Quarterly operating revenue rose 17 percent to $4.4 billion, topping analyst forecasts of $4.35 billion.
"Operationally this was a solid report, but it wasn't really much better than was discounted into consensus. Most of the beat was tax rate," said Peter Nesvold, an analyst at Jefferies & Co.
The Omaha, Nebraska-based company said its effective tax rate fell in the quarter to 34.3 percent from 36.8 percent a year earlier.
Still: "If they can sustain price increases in the 4 to 5 percent range, net of fuel, that should continue the upside to expectations as we progress through 2011," Nesvold said.
Union Pacific said its diesel fuel costs jumped almost 20 percent in the quarter from a year before, costing $111 million.
PRICING LEGACY
About 12 percent of Union Pacific's revenue comes from long-term contracts, mainly in coal and intermodal, that mostly come due by 2015 and are seen being renewed at sharply higher prices.
"Legacy" contracts representing about 4 percent of revenues will likely be repriced late this year, Young said.

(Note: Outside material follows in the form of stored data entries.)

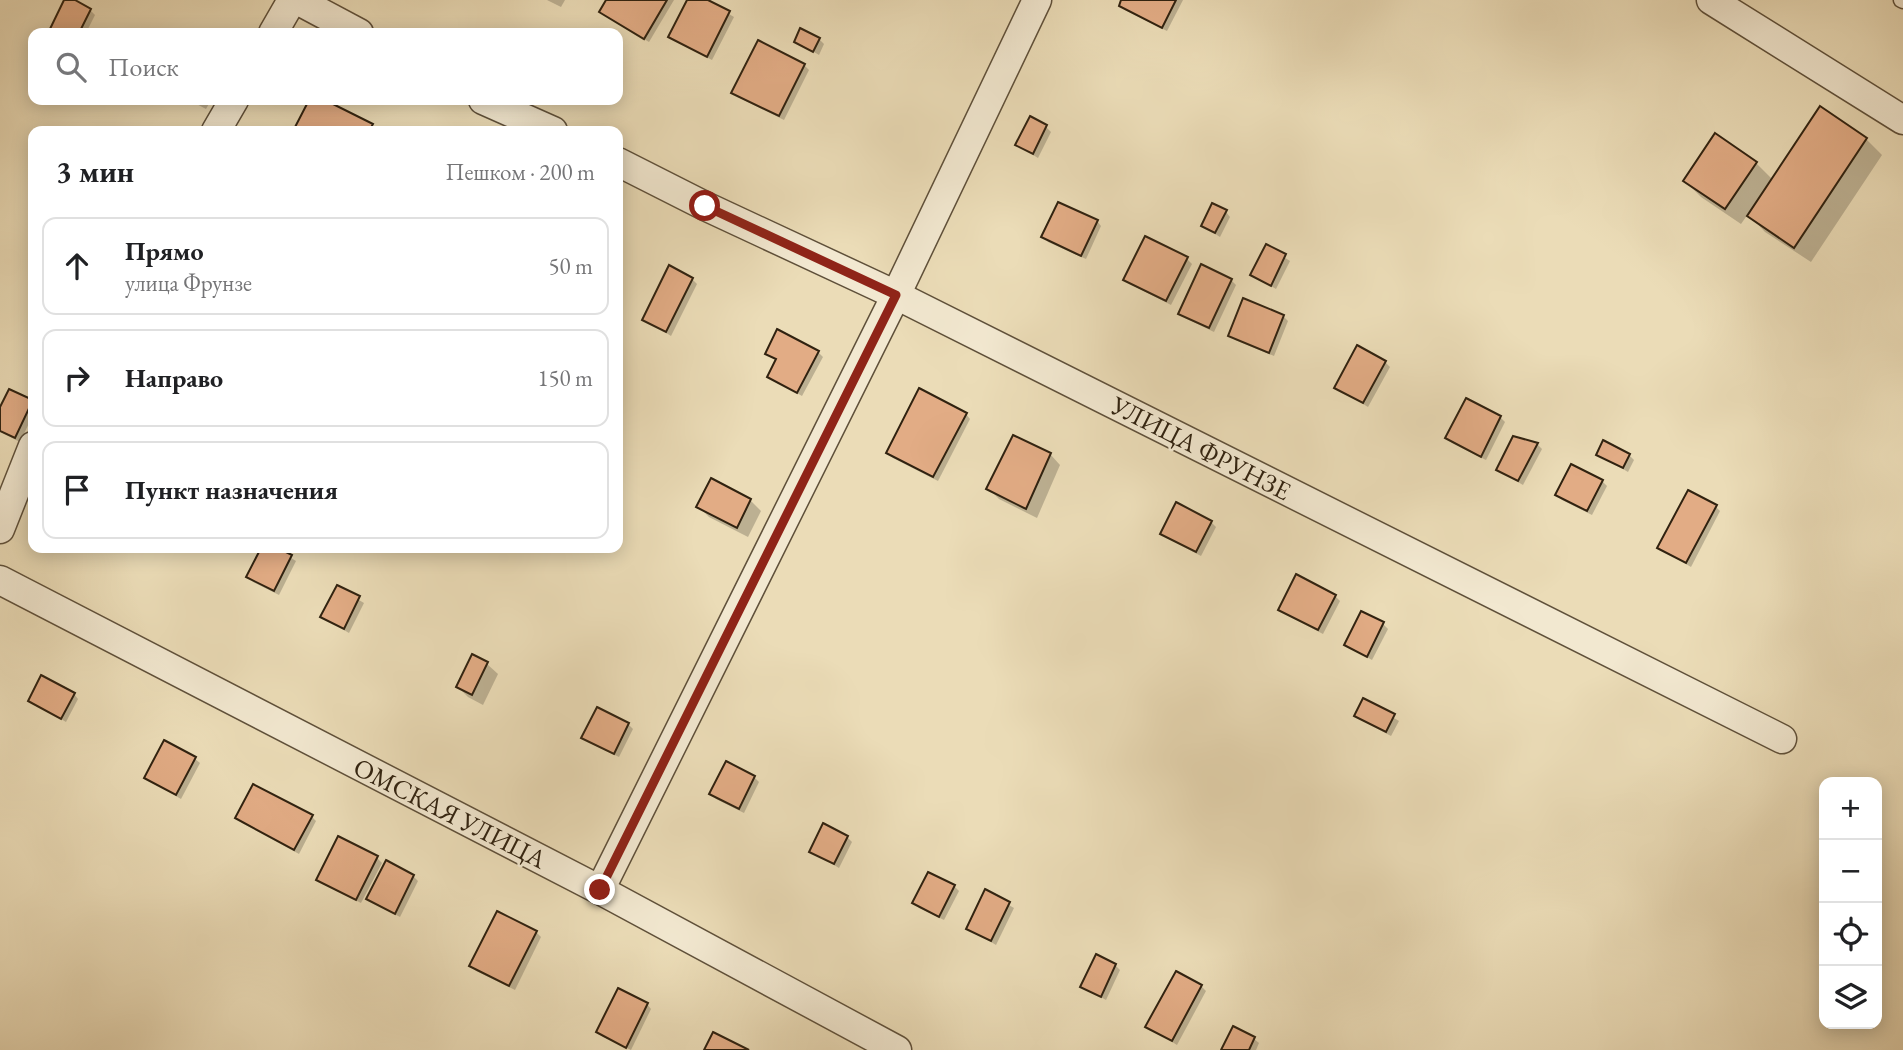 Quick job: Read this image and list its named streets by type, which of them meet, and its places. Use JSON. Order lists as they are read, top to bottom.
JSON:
{
  "streets": {
    "street": ["УЛИЦА ФРУНЗЕ", "ОМСКАЯ УЛИЦА"]
  },
  "page": {
    "search": "Поиск",
    "heading": ["3 мин", "Пешком · 200 m"],
    "list": [
      ["Прямо", "улица Фрунзе", "50 m"],
      ["Направо", "150 m"],
      "Пункт назначения"
    ],
    "map_buttons": ["+", "−"]
  }
} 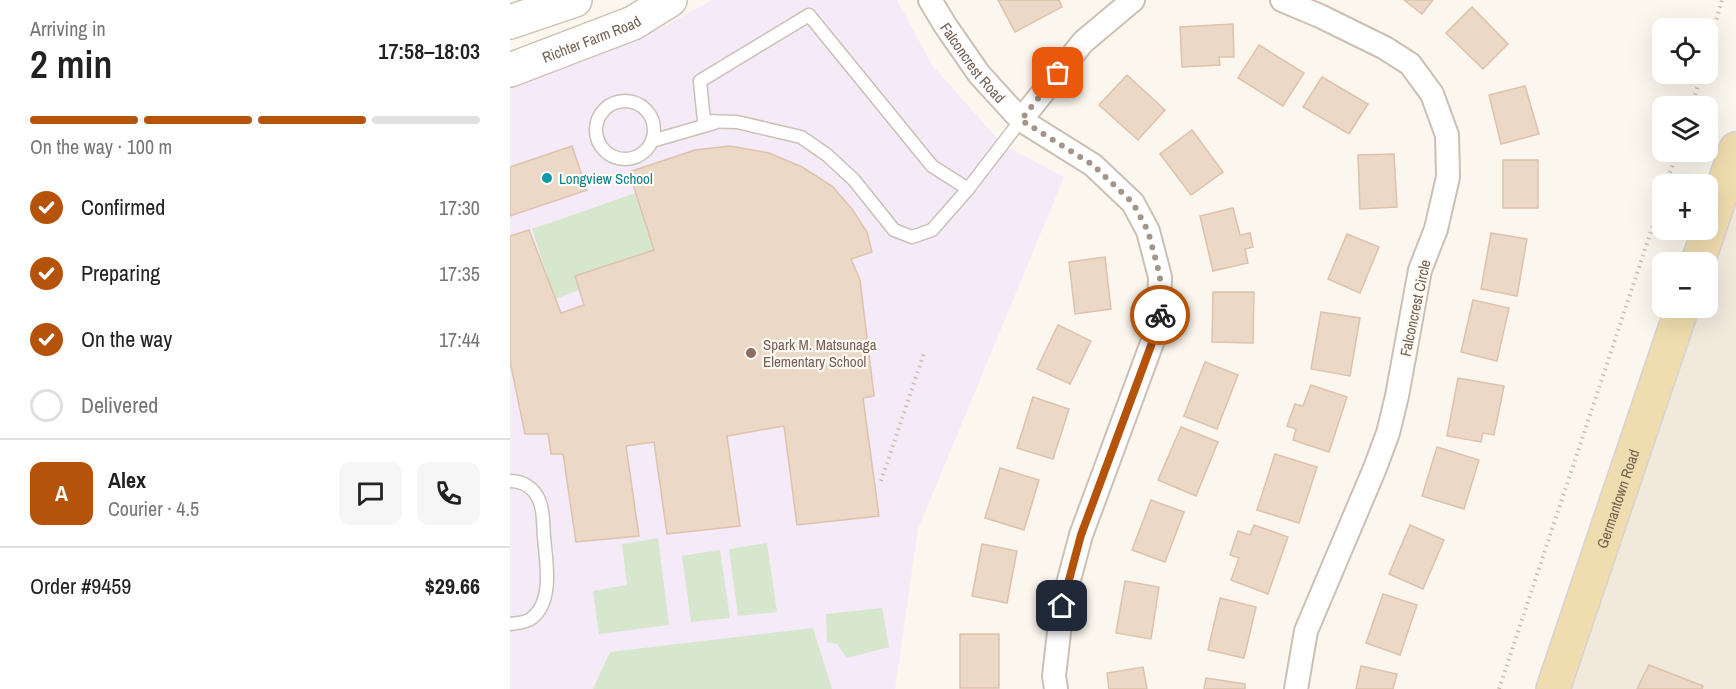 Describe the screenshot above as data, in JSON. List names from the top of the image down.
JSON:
{
  "streets": {
    "main road": ["Richter Farm Road", "Germantown Road"],
    "street": ["Falconcrest Road", "Falconcrest Circle"]
  },
  "places": ["Longview School", "Spark M. Matsunaga Elementary School"],
  "page": {
    "heading": ["2 min", "Arriving in", "17:58–18:03"],
    "panel": [
      "Alex",
      "Courier · 4.5",
      "Order #9459",
      "$29.66"
    ],
    "map_buttons": ["+", "−"],
    "bar": "On the way · 100 m",
    "list": [
      ["Confirmed", "17:30"],
      ["Preparing", "17:35"],
      ["On the way", "17:44"],
      "Delivered"
    ],
    "round": "A"
  }
} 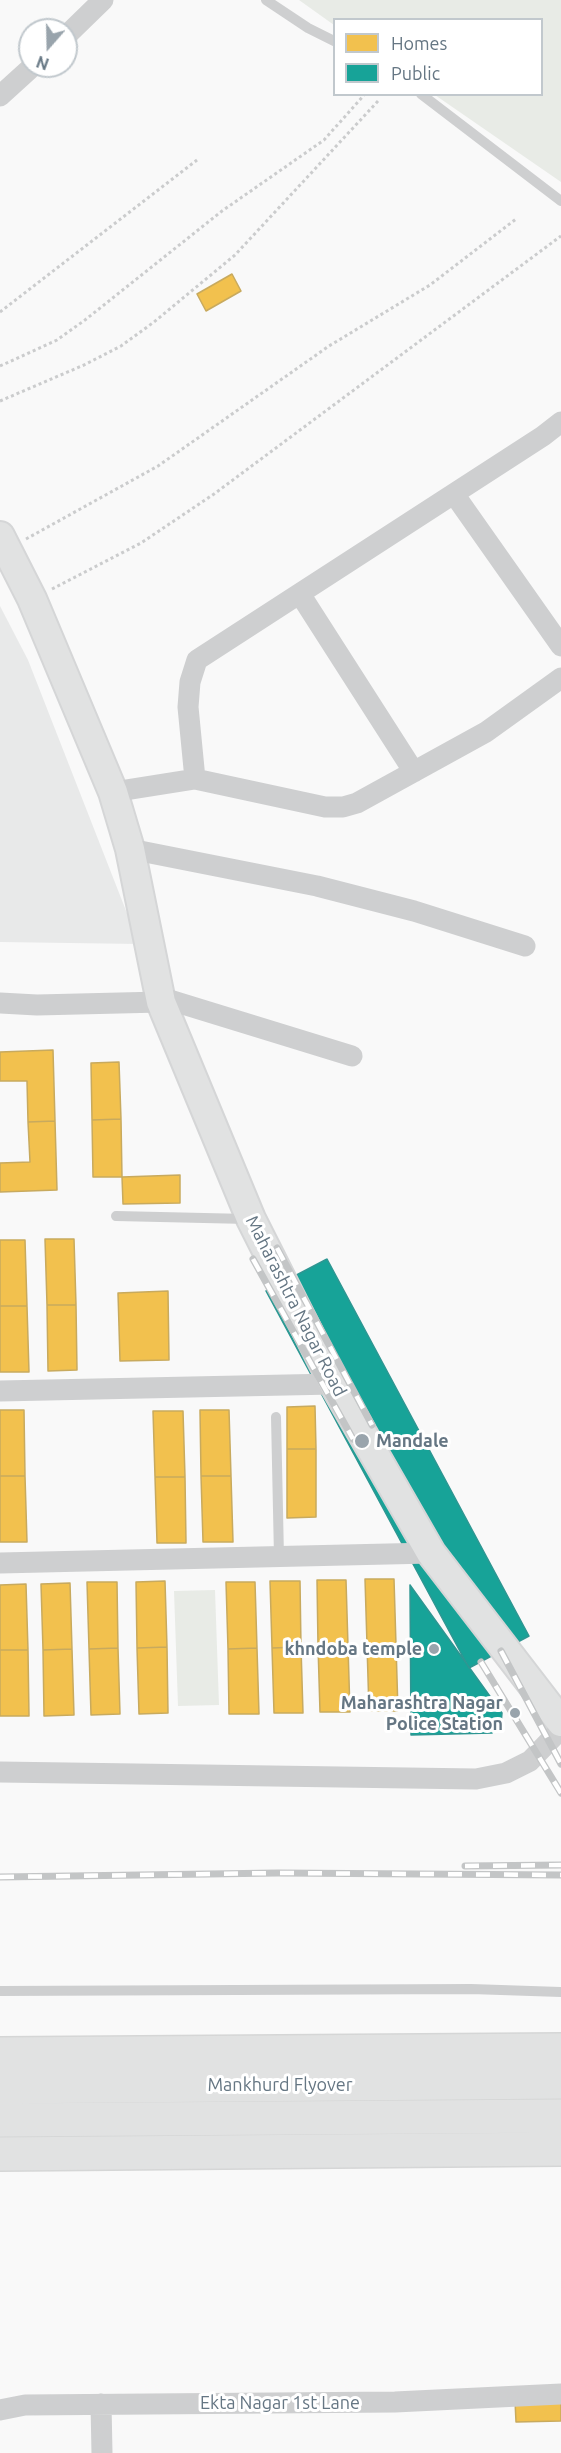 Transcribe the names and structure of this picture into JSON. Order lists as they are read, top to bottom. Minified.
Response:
{"streets":{"highway":["Mankhurd Flyover"],"street":["Maharashtra Nagar Road","Ekta Nagar 1st Lane"]},"places":["Mandale","khndoba temple","Maharashtra Nagar Police Station"],"legend":["Homes","Public"],"north":"bottom"}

"I have business today that we're hauling, losing money on every carload," he said. "We have got to get the financial returns on some of that business up or we won't handle it."
Union Pacific plans its largest-ever annual capital spending this year, at $3.2 billion, with expectations of improved financial results and a commitment to expand its network to handle its growing volumes.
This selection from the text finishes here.